• Given material
+ + + + + + +

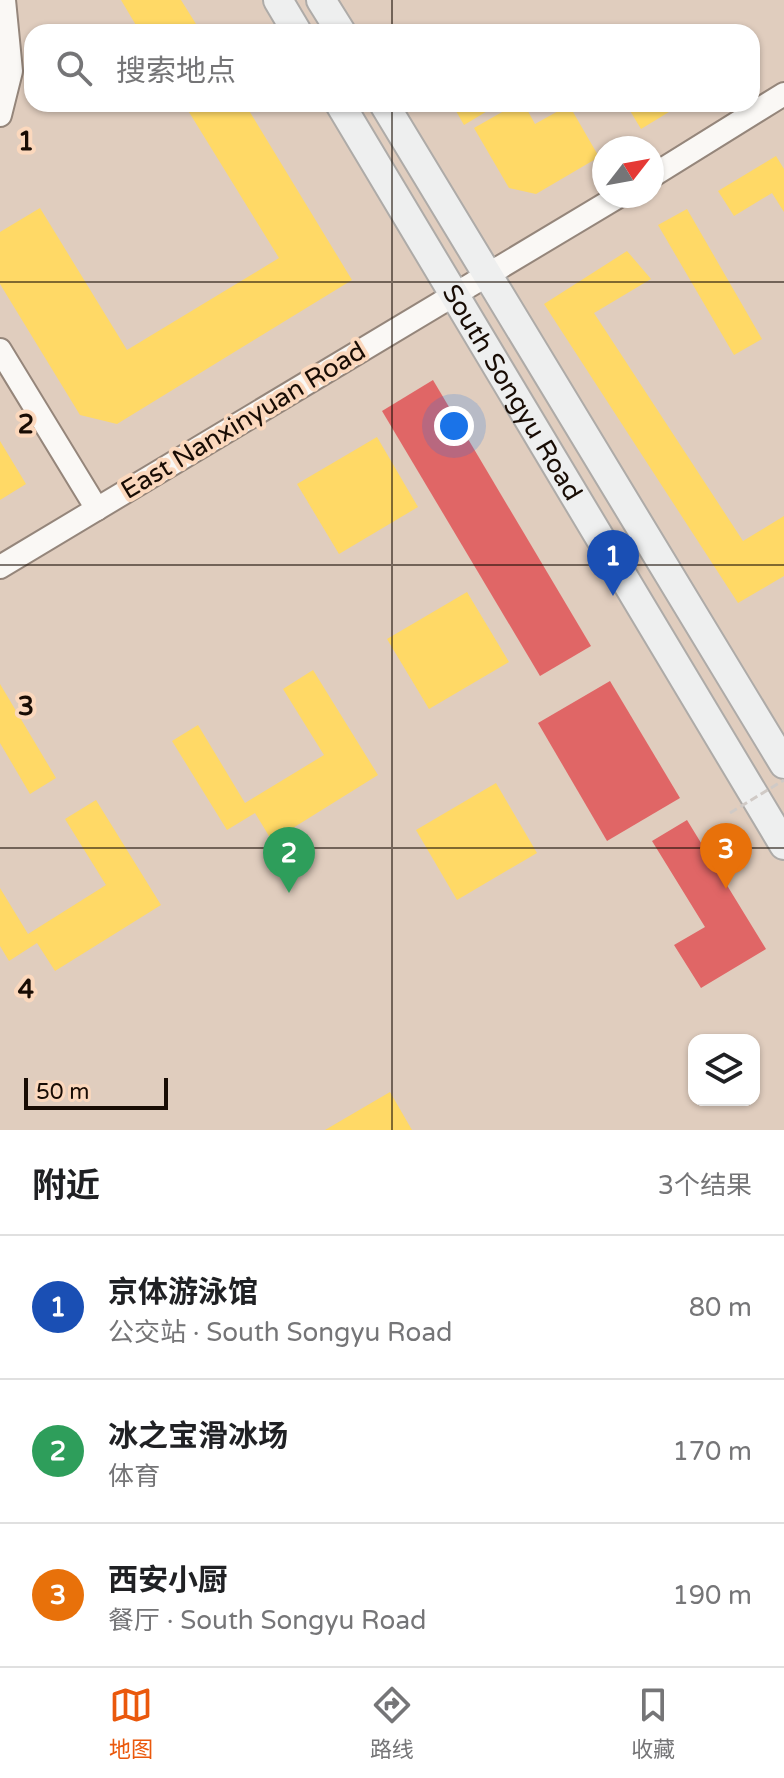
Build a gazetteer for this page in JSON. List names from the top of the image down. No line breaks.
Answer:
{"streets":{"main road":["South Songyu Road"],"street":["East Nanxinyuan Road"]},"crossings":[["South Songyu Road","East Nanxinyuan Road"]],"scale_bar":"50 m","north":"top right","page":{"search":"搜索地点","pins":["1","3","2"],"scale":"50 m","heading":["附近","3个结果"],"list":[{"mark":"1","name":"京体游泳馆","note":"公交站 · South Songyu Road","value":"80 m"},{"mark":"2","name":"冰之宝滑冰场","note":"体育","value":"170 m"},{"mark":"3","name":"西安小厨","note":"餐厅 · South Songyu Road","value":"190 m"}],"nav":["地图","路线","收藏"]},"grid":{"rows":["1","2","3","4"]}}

+ + + + + + +

• Your task
Could you copy each line above exactly as written, minus any pictures?

• Solution to this exercise
Build a gazetteer for this page in JSON. List names from the top of the image down. No line breaks.
Answer:
{"streets":{"main road":["South Songyu Road"],"street":["East Nanxinyuan Road"]},"crossings":[["South Songyu Road","East Nanxinyuan Road"]],"scale_bar":"50 m","north":"top right","page":{"search":"搜索地点","pins":["1","3","2"],"scale":"50 m","heading":["附近","3个结果"],"list":[{"mark":"1","name":"京体游泳馆","note":"公交站 · South Songyu Road","value":"80 m"},{"mark":"2","name":"冰之宝滑冰场","note":"体育","value":"170 m"},{"mark":"3","name":"西安小厨","note":"餐厅 · South Songyu Road","value":"190 m"}],"nav":["地图","路线","收藏"]},"grid":{"rows":["1","2","3","4"]}}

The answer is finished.